BEGIN RECORDS FOR THIS TASK

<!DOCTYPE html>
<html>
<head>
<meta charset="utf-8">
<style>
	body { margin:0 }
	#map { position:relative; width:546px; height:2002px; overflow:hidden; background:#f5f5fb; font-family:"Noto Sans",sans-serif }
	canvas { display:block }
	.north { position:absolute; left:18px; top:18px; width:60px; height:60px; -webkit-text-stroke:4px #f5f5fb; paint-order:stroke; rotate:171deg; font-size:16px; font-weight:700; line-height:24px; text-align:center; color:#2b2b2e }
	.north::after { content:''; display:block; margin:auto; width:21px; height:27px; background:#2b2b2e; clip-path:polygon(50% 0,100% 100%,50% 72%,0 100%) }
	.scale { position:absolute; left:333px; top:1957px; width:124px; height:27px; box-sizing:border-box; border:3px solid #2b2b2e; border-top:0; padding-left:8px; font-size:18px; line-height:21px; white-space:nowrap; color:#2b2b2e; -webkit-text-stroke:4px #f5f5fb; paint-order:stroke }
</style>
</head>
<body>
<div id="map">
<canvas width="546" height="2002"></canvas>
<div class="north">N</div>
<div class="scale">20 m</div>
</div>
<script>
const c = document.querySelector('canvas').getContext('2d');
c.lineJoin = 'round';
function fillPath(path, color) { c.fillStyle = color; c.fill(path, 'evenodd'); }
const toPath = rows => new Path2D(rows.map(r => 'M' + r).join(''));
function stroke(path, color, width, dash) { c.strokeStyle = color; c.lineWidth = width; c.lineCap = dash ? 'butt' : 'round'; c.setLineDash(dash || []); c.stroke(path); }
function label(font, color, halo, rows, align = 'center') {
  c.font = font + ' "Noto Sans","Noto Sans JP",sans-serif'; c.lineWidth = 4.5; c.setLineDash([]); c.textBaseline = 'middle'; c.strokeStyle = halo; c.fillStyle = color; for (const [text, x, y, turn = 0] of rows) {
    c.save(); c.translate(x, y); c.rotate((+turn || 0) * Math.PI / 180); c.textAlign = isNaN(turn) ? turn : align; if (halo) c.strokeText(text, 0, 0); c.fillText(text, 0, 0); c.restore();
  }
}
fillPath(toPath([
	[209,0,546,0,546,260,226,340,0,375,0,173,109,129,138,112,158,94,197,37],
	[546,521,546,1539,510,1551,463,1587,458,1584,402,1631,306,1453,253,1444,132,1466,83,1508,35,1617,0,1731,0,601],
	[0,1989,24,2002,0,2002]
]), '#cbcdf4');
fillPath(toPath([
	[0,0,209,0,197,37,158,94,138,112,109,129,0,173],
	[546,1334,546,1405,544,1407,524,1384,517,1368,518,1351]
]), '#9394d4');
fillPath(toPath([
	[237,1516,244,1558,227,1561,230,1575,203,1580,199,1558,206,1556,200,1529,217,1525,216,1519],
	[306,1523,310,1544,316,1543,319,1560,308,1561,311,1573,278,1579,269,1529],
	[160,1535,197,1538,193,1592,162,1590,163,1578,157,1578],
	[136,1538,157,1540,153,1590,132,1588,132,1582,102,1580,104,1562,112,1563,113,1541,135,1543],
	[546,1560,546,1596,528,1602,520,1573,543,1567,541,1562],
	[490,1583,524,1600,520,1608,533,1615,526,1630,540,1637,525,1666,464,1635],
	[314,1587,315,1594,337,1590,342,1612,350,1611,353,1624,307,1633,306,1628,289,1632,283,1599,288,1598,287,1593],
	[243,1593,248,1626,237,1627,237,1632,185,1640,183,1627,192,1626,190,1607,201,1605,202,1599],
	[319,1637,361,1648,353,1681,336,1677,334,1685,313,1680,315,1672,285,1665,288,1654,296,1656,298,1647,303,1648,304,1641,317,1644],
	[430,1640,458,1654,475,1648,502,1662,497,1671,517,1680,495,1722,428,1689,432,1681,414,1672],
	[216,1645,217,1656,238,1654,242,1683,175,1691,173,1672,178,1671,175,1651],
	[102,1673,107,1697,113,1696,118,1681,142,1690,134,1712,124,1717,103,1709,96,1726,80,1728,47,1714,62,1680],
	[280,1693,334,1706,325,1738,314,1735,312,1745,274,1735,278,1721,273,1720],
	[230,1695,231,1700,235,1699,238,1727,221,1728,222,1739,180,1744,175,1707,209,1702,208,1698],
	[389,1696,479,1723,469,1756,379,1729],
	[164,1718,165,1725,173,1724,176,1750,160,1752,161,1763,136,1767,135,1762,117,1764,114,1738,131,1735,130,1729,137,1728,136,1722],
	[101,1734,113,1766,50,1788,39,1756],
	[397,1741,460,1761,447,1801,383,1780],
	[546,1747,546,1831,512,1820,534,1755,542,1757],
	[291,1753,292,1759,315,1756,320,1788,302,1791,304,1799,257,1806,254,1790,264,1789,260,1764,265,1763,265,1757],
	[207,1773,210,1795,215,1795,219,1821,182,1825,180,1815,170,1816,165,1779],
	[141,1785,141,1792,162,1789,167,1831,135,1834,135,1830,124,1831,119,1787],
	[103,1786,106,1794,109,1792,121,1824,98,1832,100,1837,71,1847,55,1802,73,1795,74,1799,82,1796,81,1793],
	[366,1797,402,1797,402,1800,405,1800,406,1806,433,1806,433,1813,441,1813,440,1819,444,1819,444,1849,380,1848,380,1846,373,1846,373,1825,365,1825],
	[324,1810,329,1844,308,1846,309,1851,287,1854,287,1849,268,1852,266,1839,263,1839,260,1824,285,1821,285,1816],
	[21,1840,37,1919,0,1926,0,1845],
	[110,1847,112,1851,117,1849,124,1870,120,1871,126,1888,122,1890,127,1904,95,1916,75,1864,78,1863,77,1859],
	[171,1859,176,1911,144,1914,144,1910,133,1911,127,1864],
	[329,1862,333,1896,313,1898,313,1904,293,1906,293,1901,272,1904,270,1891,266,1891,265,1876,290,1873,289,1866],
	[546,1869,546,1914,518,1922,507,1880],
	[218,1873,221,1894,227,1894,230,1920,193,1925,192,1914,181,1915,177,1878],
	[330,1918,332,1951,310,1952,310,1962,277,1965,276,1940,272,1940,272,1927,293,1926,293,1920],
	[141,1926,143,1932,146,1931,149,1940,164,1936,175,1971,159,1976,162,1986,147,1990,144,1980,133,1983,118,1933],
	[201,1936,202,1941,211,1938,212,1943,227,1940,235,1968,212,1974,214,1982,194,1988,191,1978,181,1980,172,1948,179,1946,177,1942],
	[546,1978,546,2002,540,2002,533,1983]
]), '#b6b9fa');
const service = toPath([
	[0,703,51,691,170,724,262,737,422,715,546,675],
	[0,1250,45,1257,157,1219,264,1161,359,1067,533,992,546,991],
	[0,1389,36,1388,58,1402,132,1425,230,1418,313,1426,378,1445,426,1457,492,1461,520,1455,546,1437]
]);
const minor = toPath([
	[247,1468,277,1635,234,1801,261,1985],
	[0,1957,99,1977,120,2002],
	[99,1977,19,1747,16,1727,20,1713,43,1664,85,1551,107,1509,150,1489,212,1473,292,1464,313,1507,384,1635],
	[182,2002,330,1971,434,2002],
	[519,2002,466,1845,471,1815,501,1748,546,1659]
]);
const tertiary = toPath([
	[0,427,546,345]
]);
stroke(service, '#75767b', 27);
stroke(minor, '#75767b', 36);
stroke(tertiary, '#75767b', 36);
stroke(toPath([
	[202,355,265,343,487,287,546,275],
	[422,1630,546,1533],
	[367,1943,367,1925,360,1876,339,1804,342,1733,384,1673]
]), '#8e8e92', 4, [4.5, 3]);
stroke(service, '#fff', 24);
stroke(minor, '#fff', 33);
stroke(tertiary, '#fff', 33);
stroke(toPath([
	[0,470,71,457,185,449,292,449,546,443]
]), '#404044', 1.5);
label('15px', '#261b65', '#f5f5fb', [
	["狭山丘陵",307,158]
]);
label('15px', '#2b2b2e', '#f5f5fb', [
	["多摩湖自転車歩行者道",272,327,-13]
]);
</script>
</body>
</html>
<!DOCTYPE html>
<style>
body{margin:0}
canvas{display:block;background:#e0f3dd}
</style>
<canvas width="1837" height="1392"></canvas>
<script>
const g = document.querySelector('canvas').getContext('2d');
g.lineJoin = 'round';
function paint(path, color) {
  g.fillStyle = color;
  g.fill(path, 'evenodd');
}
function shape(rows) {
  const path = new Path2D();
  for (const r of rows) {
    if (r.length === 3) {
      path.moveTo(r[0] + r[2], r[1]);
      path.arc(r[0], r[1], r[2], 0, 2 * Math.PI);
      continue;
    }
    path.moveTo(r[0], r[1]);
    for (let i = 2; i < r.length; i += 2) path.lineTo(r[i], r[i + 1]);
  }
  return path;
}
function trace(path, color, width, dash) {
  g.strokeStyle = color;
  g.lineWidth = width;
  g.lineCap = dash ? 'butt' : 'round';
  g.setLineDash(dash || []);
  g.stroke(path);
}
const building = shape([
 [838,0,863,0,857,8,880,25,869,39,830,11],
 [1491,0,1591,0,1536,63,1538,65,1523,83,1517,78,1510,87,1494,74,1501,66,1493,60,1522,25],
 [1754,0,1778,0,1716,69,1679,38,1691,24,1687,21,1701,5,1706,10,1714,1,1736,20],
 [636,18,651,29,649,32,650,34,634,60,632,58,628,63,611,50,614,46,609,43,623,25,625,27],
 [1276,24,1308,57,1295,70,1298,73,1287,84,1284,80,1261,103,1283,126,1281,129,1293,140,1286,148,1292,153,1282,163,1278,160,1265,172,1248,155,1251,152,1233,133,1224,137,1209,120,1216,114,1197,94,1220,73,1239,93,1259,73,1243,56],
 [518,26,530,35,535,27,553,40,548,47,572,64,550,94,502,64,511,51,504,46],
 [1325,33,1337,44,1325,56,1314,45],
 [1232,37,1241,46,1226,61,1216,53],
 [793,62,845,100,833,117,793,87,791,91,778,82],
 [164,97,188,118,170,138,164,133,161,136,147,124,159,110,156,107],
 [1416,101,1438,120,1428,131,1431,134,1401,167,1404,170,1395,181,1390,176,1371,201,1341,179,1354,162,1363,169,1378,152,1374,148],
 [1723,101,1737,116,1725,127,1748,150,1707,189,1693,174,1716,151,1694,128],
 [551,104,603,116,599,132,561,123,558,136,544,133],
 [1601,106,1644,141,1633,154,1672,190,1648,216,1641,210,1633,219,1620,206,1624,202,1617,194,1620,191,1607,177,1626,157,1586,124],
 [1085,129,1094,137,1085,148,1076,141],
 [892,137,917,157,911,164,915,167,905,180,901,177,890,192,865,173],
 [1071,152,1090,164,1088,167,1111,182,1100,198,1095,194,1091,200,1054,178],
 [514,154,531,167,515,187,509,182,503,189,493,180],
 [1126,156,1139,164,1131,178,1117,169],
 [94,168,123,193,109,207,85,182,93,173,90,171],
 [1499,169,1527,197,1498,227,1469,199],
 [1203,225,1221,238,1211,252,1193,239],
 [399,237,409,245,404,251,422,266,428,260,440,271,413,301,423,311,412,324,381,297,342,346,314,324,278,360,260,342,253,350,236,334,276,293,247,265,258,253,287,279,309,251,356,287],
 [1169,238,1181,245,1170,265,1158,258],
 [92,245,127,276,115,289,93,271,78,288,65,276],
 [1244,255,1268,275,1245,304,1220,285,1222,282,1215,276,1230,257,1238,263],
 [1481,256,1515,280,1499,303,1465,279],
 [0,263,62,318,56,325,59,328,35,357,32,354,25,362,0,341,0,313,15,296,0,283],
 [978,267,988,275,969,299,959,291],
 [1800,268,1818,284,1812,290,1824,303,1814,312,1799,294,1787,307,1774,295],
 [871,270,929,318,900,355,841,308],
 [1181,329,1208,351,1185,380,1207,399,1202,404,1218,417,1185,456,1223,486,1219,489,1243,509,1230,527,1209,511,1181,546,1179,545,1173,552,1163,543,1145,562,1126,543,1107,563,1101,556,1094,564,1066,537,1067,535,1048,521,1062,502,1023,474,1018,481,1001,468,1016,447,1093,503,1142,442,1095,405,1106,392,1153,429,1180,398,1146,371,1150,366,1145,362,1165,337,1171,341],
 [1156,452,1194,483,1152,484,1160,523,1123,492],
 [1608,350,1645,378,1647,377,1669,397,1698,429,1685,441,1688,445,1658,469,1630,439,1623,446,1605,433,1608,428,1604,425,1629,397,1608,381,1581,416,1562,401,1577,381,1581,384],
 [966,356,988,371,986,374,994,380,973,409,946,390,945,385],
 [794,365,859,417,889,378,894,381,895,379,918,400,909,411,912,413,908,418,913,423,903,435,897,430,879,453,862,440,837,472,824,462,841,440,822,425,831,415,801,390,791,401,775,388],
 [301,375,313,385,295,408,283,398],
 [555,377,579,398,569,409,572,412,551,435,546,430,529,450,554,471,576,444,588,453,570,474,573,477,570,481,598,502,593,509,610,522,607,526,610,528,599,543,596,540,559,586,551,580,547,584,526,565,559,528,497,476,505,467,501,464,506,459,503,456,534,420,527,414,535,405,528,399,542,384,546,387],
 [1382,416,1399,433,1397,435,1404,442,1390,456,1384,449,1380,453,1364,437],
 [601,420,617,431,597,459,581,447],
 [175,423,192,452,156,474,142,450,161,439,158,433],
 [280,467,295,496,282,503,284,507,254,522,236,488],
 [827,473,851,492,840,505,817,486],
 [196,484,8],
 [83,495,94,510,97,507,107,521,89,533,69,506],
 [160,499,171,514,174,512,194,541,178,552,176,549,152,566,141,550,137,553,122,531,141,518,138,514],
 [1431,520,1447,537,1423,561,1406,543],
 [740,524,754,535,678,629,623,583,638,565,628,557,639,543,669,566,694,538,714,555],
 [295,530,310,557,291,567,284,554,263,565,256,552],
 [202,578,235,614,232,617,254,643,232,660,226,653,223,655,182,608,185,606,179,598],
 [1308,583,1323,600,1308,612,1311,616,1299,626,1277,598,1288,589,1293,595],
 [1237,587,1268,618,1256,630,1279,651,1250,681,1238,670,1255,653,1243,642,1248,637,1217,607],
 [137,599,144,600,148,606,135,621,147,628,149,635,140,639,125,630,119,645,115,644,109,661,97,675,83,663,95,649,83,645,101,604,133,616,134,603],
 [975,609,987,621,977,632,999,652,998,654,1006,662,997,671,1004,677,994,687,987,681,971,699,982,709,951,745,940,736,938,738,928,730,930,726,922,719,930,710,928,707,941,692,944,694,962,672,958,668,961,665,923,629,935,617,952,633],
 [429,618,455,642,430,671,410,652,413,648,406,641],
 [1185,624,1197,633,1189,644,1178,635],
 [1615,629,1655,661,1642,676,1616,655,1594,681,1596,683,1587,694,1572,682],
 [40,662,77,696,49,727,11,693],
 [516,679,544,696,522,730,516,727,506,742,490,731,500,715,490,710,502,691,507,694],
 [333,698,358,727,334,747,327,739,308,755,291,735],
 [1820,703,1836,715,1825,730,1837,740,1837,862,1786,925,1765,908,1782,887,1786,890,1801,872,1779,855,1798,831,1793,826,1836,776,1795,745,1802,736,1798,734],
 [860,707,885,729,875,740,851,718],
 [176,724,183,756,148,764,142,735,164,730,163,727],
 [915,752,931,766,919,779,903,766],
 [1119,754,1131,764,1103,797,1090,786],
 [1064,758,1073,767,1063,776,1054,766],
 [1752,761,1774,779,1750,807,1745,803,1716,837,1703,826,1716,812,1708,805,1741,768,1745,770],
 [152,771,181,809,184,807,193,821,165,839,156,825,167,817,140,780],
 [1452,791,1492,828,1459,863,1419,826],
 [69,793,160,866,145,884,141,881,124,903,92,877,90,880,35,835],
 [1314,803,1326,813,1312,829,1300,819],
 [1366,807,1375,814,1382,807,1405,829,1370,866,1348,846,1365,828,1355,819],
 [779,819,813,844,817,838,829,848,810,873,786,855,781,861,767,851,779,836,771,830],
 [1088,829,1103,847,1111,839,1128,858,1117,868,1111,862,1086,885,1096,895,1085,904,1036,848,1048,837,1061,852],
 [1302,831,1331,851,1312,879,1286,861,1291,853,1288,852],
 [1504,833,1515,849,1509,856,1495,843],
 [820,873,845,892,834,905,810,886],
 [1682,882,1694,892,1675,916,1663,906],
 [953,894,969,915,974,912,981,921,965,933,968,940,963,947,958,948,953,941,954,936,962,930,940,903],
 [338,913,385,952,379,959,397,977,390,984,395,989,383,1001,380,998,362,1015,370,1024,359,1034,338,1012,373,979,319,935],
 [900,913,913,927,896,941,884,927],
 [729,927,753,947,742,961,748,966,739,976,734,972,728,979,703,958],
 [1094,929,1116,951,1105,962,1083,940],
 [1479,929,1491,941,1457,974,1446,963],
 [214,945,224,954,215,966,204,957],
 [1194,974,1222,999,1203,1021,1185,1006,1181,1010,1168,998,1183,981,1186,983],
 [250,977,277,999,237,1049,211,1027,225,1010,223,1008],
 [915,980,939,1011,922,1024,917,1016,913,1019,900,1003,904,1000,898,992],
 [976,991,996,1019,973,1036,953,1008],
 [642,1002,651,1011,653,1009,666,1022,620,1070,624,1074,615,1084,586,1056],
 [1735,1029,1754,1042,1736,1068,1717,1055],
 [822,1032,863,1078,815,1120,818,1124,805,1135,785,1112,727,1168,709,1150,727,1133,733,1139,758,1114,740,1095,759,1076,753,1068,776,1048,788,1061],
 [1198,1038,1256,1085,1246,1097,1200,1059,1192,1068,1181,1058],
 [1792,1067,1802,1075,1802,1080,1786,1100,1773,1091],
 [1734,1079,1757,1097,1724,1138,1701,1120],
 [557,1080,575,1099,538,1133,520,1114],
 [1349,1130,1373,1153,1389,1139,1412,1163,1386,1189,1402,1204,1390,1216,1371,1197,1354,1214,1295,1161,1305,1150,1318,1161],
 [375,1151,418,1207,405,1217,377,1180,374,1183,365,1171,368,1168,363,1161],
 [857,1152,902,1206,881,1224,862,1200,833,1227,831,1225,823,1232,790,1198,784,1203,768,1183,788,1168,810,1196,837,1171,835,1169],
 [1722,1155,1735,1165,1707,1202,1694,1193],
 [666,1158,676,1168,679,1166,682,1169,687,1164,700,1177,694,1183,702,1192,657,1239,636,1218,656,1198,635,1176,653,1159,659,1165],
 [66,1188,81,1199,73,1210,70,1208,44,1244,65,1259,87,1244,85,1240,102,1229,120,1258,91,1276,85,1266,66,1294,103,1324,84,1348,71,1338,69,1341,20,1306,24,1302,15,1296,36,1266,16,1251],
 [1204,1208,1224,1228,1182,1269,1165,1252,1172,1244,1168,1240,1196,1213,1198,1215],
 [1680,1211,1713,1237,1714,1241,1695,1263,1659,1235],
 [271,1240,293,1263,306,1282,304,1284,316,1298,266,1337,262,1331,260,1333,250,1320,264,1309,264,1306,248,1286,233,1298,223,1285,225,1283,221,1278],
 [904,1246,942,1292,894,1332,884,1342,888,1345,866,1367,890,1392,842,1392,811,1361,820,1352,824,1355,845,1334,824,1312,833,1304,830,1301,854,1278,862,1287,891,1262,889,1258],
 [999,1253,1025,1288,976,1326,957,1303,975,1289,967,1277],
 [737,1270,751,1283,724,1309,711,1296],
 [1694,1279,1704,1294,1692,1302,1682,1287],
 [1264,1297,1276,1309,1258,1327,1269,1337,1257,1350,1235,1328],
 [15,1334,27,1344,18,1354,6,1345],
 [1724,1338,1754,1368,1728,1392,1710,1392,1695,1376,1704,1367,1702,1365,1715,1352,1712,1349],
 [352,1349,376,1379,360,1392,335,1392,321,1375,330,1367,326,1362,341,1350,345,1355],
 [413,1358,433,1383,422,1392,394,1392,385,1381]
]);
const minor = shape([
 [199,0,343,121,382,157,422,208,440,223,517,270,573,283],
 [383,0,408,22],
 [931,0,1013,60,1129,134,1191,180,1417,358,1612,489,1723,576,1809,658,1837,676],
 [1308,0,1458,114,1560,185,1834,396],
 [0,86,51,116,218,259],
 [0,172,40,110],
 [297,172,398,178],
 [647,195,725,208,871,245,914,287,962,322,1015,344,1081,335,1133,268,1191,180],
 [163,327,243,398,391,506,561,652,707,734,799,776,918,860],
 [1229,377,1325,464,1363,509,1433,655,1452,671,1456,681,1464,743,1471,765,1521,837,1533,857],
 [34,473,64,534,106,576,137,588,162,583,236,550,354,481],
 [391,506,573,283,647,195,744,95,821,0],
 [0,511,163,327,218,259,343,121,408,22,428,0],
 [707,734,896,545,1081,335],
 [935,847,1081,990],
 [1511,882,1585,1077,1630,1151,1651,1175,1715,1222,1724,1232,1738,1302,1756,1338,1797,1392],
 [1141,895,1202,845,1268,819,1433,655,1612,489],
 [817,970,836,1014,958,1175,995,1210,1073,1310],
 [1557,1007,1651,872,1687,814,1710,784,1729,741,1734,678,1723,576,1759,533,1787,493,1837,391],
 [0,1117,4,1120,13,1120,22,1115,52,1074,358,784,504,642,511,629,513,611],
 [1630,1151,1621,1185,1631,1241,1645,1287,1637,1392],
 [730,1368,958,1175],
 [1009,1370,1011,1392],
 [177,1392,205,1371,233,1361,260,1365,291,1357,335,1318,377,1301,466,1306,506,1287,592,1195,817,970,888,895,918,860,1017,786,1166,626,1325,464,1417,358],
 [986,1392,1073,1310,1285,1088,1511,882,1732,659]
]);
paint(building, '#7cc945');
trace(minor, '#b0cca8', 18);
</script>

END RECORDS FOR THIS TASK

=== ASSIGNMENT ===
The answer must consist of every line above that contains the word "rotate".

=== SOLUTION ===
	.north { position:absolute; left:18px; top:18px; width:60px; height:60px; -webkit-text-stroke:4px #f5f5fb; paint-order:stroke; rotate:171deg; font-size:16px; font-weight:700; line-height:24px; text-align:center; color:#2b2b2e }
    c.save(); c.translate(x, y); c.rotate((+turn || 0) * Math.PI / 180); c.textAlign = isNaN(turn) ? turn : align; if (halo) c.strokeText(text, 0, 0); c.fillText(text, 0, 0); c.restore();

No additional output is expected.